On timelines: “Zero trust implementation in OT environments should be planned over 3–5 year horizons aligned to capital planning cycles and maintenance window availability, not 12–18 month IT deployment timelines.”
These acknowledgements matter because they validate what OT security practitioners have been saying for years: applying IT security frameworks directly to OT without accounting for operational constraints creates security theatre at best, and operational risk at worst.
Action Items for OT Security Teams
- Download and read the full guidance: The 28-page document is available at CISA.gov and includes a detailed appendix with implementation worksheets for each pillar.
- Map your current segmentation against the zone model: Identify where you have direct IT-to-OT connections that bypass an industrial DMZ — these are your highest-priority remediation items.

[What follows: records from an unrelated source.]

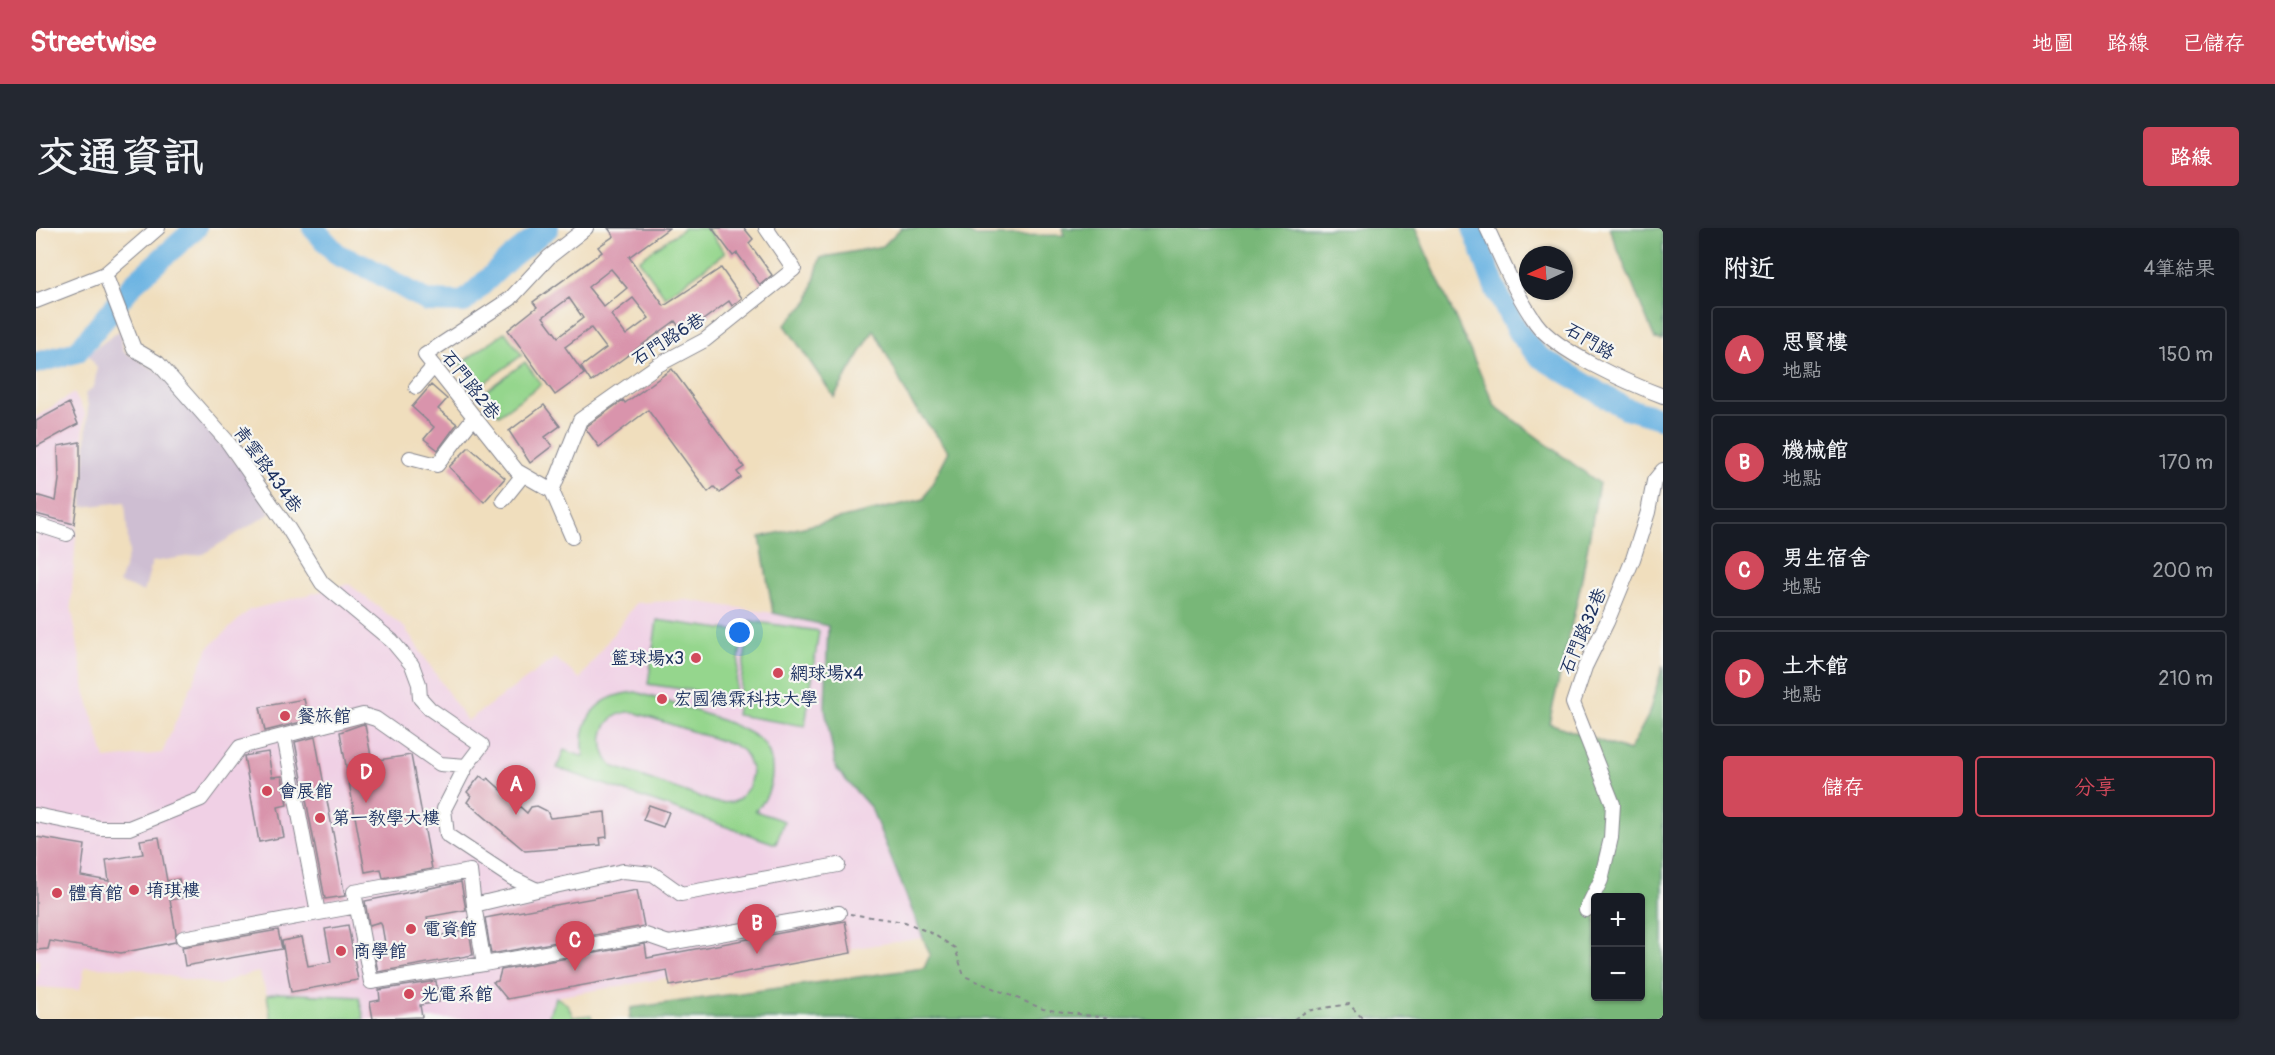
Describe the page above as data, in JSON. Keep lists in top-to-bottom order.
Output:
{
  "streets": {
    "street": [
      "石門路6巷",
      "石門路",
      "石門路2巷",
      "青雲路434巷",
      "石門路32巷"
    ]
  },
  "crossings": [
    ["石門路6巷", "石門路2巷"]
  ],
  "places": [
    "籃球場x3",
    "網球場x4",
    "宏國德霖科技大學",
    "餐旅館",
    "會展館",
    "第一教學大樓",
    "堉琪樓",
    "體育館",
    "電資館",
    "商學館",
    "光電系館"
  ],
  "north": "left",
  "page": {
    "header": "Streetwise",
    "nav": ["地圖", "路線", "已儲存"],
    "buttons": [
      "路線",
      ["儲存", "分享"]
    ],
    "title": "交通資訊",
    "heading": ["附近", "4筆結果"],
    "list": [
      {
        "mark": "A",
        "name": "思賢樓",
        "note": "地點",
        "value": "150 m"
      },
      {
        "mark": "B",
        "name": "機械館",
        "note": "地點",
        "value": "170 m"
      },
      {
        "mark": "C",
        "name": "男生宿舍",
        "note": "地點",
        "value": "200 m"
      },
      {
        "mark": "D",
        "name": "土木館",
        "note": "地點",
        "value": "210 m"
      }
    ],
    "pins": [
      "D",
      "A",
      "B",
      "C"
    ],
    "map_buttons": ["+", "−"]
  }
}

- Audit third-party remote access: Document every vendor with remote access to your OT environment. Verify that each connection uses a controlled, logged, time-limited mechanism — not a persistent VPN.
- Deploy passive network monitoring if not already in place: You cannot enforce zero trust policy on assets you cannot see. Passive monitoring tools (Claroty, Dragos, Nozomi) build the asset visibility foundation that everything else depends on.
- Incorporate the guidance into your next capital planning cycle: The device identity and micro-segmentation work requires hardware and maintenance windows. Get it into the 2027–2028 budget cycle now.